What is required >>
Copy each line of the entries that includes the word "index".

Supplied information >>
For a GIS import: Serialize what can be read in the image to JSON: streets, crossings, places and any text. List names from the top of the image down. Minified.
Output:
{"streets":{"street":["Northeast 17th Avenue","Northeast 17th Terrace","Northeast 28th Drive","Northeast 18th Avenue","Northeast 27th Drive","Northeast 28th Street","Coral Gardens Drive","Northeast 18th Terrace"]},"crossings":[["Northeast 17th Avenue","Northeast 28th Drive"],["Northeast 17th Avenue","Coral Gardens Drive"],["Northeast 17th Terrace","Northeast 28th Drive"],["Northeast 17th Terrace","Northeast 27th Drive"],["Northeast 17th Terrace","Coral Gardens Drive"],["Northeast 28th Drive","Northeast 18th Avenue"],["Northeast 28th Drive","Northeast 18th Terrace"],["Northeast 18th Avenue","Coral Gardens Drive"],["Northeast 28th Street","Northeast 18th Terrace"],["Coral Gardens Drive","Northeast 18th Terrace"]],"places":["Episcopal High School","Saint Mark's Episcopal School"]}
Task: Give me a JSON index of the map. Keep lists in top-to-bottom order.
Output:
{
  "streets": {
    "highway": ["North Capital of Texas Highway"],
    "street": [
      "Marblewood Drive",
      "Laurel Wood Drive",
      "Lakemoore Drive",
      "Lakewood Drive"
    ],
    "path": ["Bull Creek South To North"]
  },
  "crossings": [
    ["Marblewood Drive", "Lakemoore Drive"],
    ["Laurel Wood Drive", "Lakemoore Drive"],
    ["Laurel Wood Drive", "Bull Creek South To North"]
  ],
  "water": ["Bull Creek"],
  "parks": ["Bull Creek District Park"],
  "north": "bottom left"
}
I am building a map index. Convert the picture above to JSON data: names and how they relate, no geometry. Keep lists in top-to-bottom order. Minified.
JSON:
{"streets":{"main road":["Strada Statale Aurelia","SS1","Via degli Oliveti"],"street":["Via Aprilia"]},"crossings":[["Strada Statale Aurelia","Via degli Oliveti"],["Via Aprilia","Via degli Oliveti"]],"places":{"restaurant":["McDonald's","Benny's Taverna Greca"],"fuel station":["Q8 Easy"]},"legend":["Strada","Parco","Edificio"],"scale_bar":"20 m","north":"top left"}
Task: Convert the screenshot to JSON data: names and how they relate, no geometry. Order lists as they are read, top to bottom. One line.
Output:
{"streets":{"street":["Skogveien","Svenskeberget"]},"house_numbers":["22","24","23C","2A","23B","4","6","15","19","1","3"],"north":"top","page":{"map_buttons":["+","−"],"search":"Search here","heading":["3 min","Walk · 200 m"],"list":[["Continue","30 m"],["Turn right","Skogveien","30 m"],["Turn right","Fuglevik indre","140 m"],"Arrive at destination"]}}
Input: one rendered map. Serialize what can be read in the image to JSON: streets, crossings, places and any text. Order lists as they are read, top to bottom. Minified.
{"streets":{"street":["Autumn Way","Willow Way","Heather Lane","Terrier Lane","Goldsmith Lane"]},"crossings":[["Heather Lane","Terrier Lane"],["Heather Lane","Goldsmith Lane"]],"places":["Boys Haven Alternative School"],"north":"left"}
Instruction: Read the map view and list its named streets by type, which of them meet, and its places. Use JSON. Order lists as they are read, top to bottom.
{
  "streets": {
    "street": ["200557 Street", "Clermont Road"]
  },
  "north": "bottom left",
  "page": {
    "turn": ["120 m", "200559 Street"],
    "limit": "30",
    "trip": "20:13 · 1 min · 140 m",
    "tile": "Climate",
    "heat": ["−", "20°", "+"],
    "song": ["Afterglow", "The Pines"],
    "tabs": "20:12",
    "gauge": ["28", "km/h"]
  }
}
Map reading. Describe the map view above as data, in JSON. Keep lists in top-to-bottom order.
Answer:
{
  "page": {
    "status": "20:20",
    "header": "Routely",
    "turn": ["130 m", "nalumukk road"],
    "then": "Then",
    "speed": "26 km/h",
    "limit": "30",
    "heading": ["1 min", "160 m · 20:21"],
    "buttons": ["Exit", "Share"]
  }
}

Exercise output >>
Task: Give me a JSON index of the map. Keep lists in top-to-bottom order.
I am building a map index. Convert the picture above to JSON data: names and how they relate, no geometry. Keep lists in top-to-bottom order. Minified.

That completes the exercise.